__DATA BELOW__
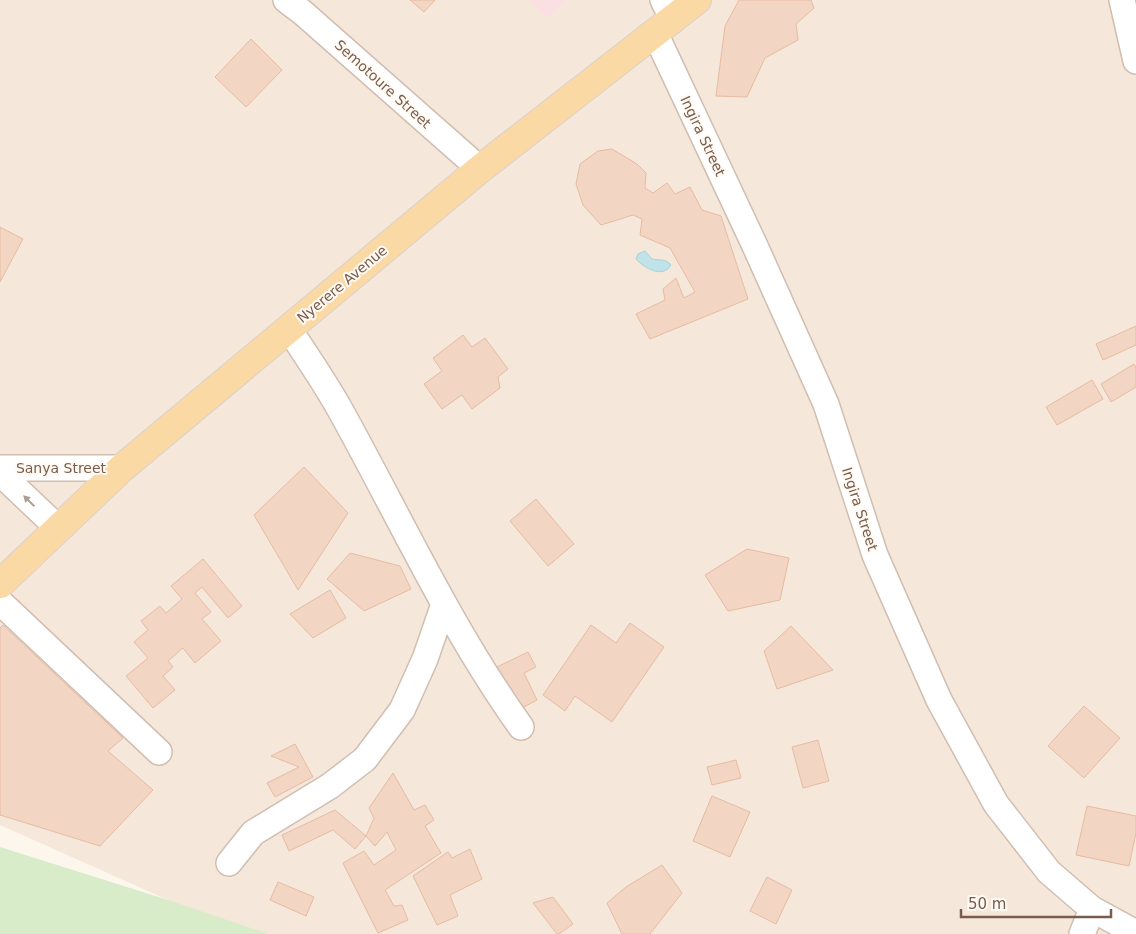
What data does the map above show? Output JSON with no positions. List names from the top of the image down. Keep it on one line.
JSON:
{"streets":{"main road":["Nyerere Avenue"],"street":["Semotoure Street","Ingira Street","Sanya Street"]},"crossings":[["Semotoure Street","Nyerere Avenue"],["Ingira Street","Nyerere Avenue"],["Nyerere Avenue","Sanya Street"]],"scale_bar":"50 m"}
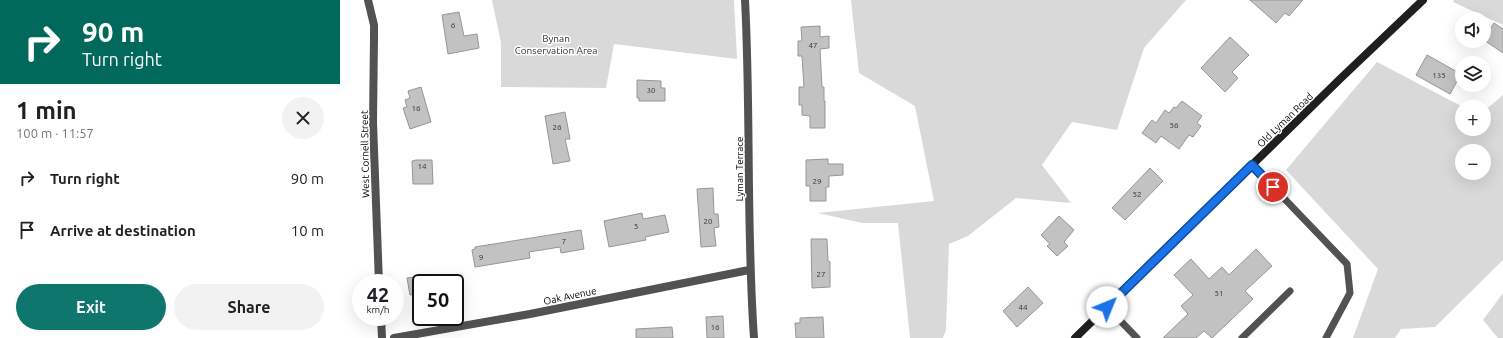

__WHAT NEEDS TO BE DONE__
Once the images are set aside, retype all of the material above exactly.

__TASK ANSWER__
What data does the map above show? Output JSON with no positions. List names from the top of the image down. Keep it on one line.
JSON:
{"streets":{"main road":["Nyerere Avenue"],"street":["Semotoure Street","Ingira Street","Sanya Street"]},"crossings":[["Semotoure Street","Nyerere Avenue"],["Ingira Street","Nyerere Avenue"],["Nyerere Avenue","Sanya Street"]],"scale_bar":"50 m"}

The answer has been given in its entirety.